#### WORK TO BE COMPLETED
Give the data again exactly as it appears, excluding any pictures.

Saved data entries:
-- Opening Marker --

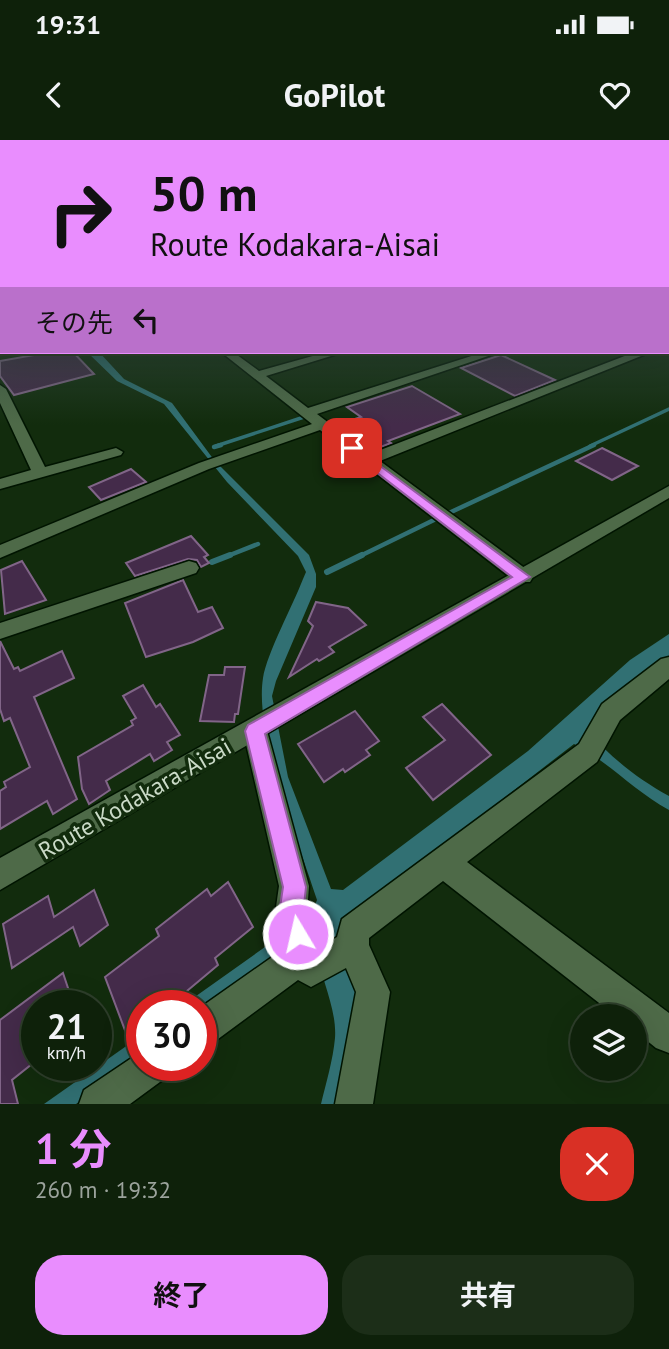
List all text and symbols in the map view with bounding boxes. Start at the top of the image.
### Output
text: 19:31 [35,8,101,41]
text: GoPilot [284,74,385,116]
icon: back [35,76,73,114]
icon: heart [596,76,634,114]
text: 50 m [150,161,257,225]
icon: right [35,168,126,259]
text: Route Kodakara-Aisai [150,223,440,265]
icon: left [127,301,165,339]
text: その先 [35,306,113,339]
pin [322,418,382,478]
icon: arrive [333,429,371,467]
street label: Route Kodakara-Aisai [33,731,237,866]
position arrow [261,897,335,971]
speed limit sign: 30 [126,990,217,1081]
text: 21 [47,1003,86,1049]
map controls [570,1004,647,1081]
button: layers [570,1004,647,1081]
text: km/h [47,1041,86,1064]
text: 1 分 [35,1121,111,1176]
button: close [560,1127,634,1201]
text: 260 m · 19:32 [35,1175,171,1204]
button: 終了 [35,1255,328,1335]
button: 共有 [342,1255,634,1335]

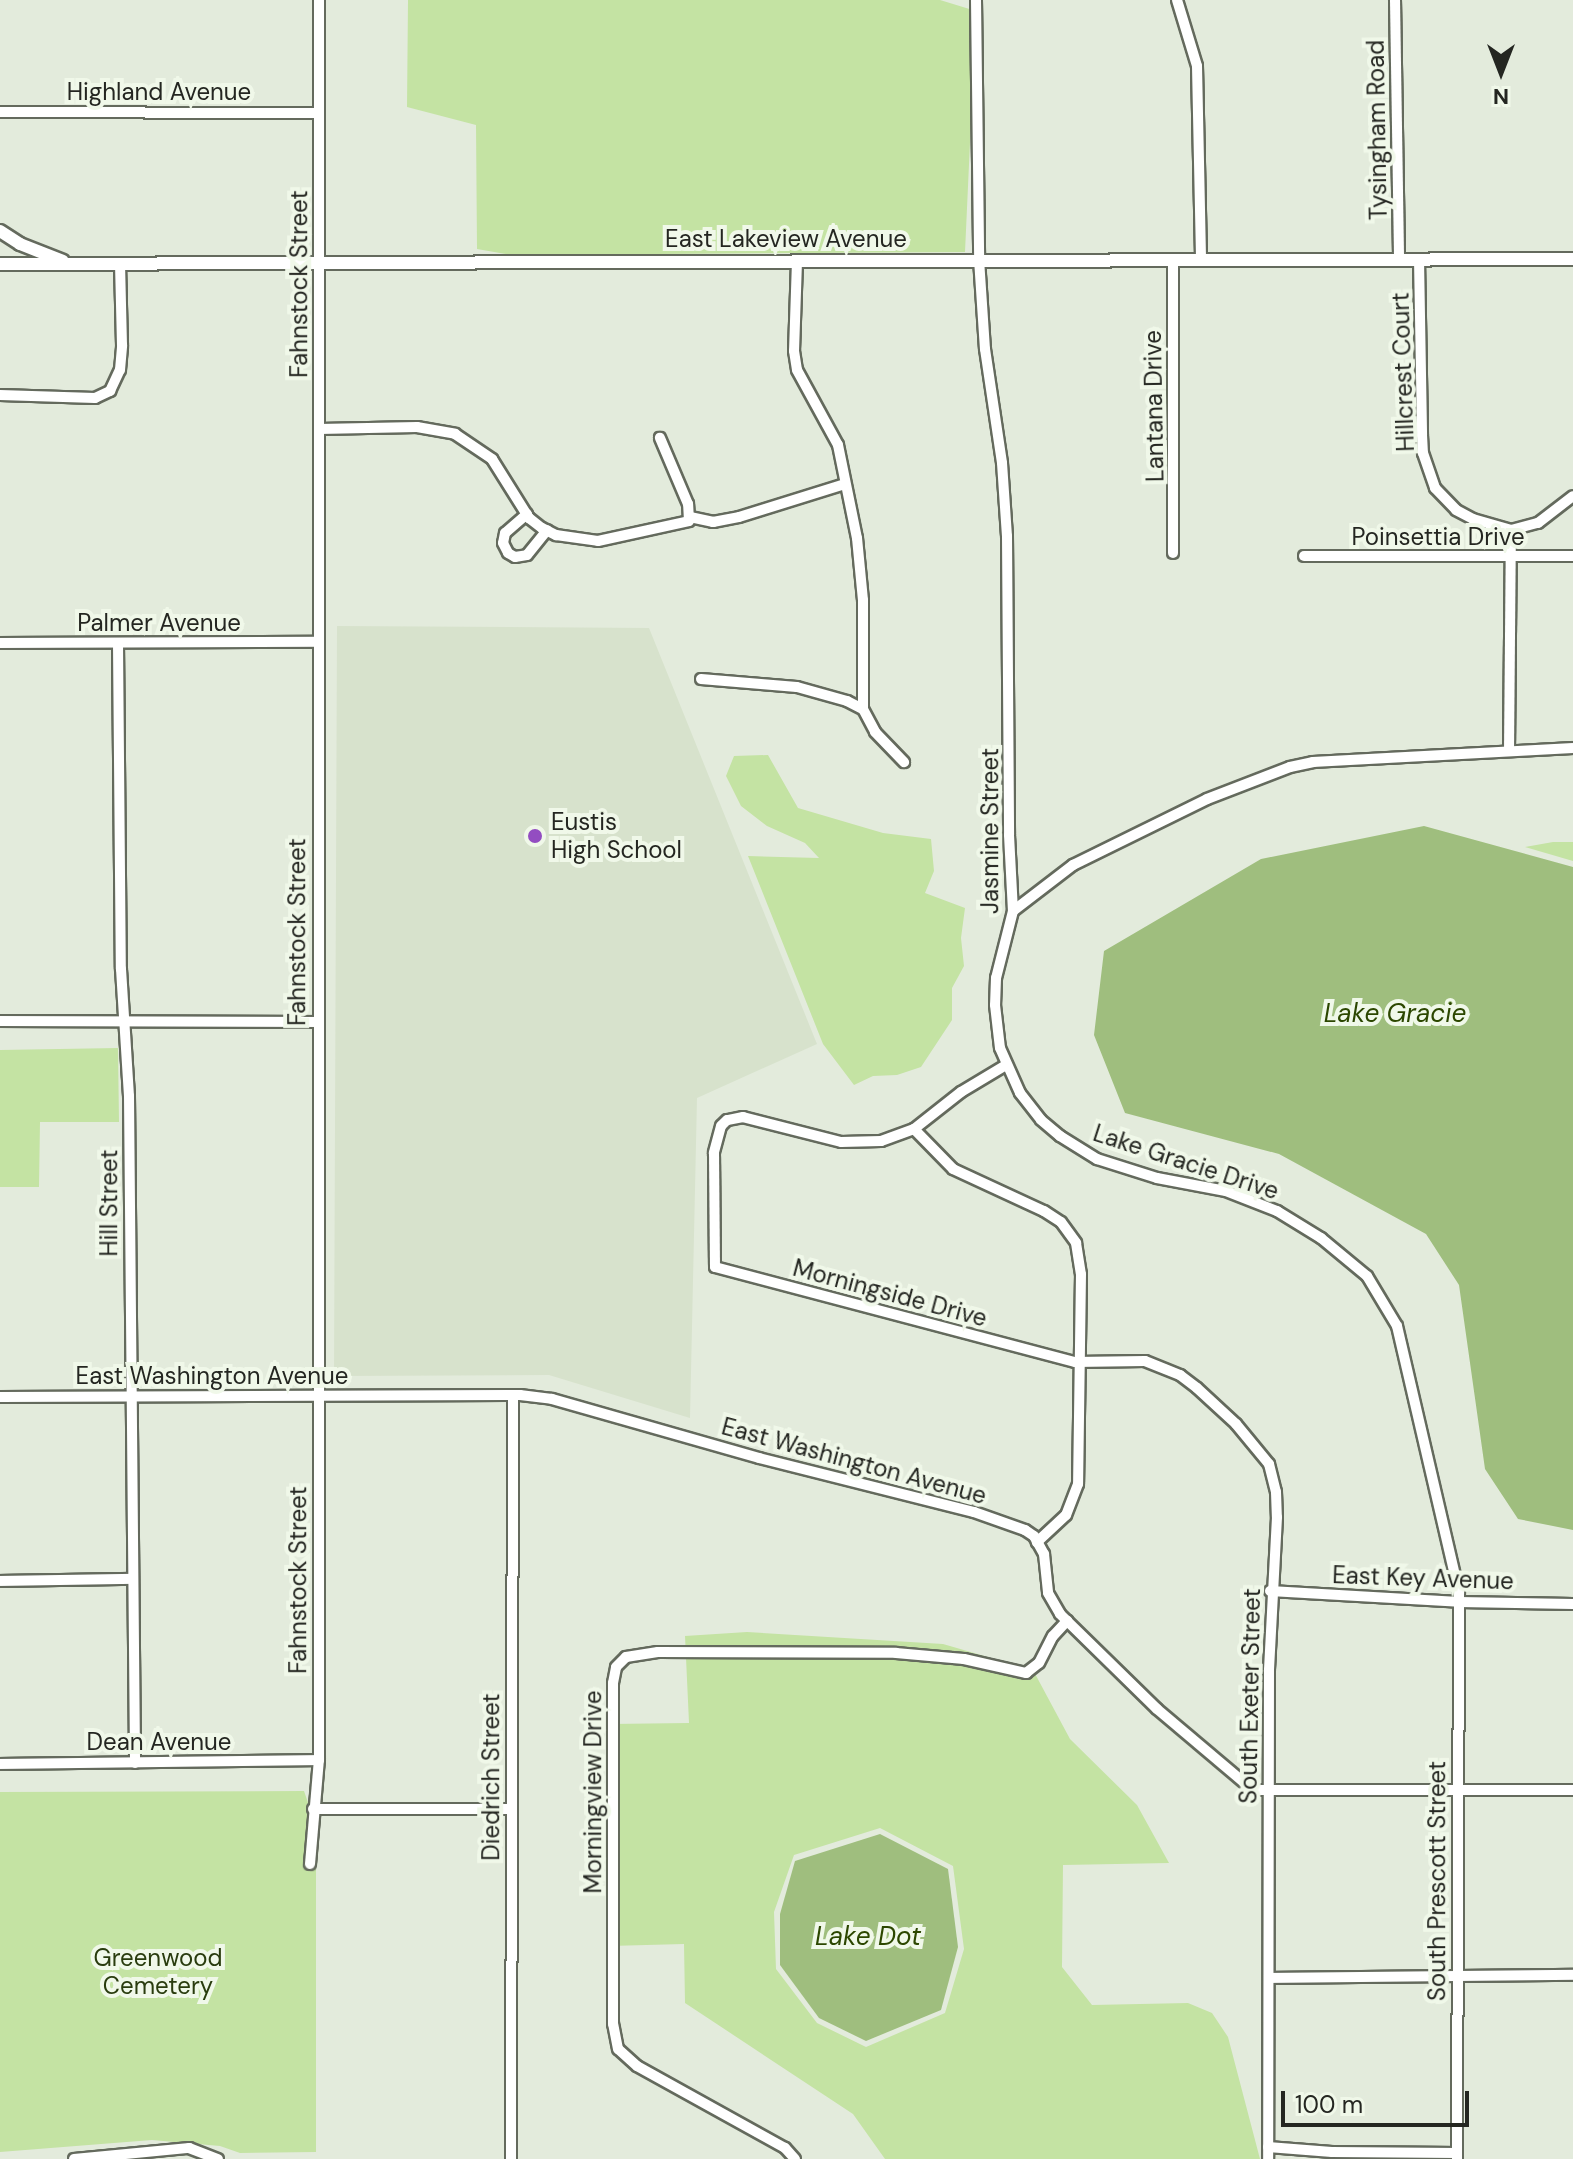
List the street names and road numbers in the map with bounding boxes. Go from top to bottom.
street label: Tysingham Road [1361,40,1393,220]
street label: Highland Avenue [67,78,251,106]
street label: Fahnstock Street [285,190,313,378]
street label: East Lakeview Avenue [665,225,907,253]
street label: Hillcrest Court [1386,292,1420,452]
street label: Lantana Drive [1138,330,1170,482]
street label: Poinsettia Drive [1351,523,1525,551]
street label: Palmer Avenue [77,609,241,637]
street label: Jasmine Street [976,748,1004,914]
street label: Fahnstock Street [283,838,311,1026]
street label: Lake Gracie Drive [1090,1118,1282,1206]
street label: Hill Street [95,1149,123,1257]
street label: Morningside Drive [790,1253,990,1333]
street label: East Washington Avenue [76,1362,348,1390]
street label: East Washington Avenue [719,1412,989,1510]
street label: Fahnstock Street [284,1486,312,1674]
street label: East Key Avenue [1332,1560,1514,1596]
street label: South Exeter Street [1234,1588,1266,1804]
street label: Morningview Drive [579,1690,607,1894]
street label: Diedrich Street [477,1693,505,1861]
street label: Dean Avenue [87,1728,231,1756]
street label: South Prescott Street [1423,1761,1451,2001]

-- Closing Marker --

#### FINISHED TASK
List all text and symbols in the map view with bounding boxes. Start at the top of the image.
### Output
text: 19:31 [35,8,101,41]
text: GoPilot [284,74,385,116]
icon: back [35,76,73,114]
icon: heart [596,76,634,114]
text: 50 m [150,161,257,225]
icon: right [35,168,126,259]
text: Route Kodakara-Aisai [150,223,440,265]
icon: left [127,301,165,339]
text: その先 [35,306,113,339]
pin [322,418,382,478]
icon: arrive [333,429,371,467]
street label: Route Kodakara-Aisai [33,731,237,866]
position arrow [261,897,335,971]
speed limit sign: 30 [126,990,217,1081]
text: 21 [47,1003,86,1049]
map controls [570,1004,647,1081]
button: layers [570,1004,647,1081]
text: km/h [47,1041,86,1064]
text: 1 分 [35,1121,111,1176]
button: close [560,1127,634,1201]
text: 260 m · 19:32 [35,1175,171,1204]
button: 終了 [35,1255,328,1335]
button: 共有 [342,1255,634,1335]

List the street names and road numbers in the map with bounding boxes. Go from top to bottom.
street label: Tysingham Road [1361,40,1393,220]
street label: Highland Avenue [67,78,251,106]
street label: Fahnstock Street [285,190,313,378]
street label: East Lakeview Avenue [665,225,907,253]
street label: Hillcrest Court [1386,292,1420,452]
street label: Lantana Drive [1138,330,1170,482]
street label: Poinsettia Drive [1351,523,1525,551]
street label: Palmer Avenue [77,609,241,637]
street label: Jasmine Street [976,748,1004,914]
street label: Fahnstock Street [283,838,311,1026]
street label: Lake Gracie Drive [1090,1118,1282,1206]
street label: Hill Street [95,1149,123,1257]
street label: Morningside Drive [790,1253,990,1333]
street label: East Washington Avenue [76,1362,348,1390]
street label: East Washington Avenue [719,1412,989,1510]
street label: Fahnstock Street [284,1486,312,1674]
street label: East Key Avenue [1332,1560,1514,1596]
street label: South Exeter Street [1234,1588,1266,1804]
street label: Morningview Drive [579,1690,607,1894]
street label: Diedrich Street [477,1693,505,1861]
street label: Dean Avenue [87,1728,231,1756]
street label: South Prescott Street [1423,1761,1451,2001]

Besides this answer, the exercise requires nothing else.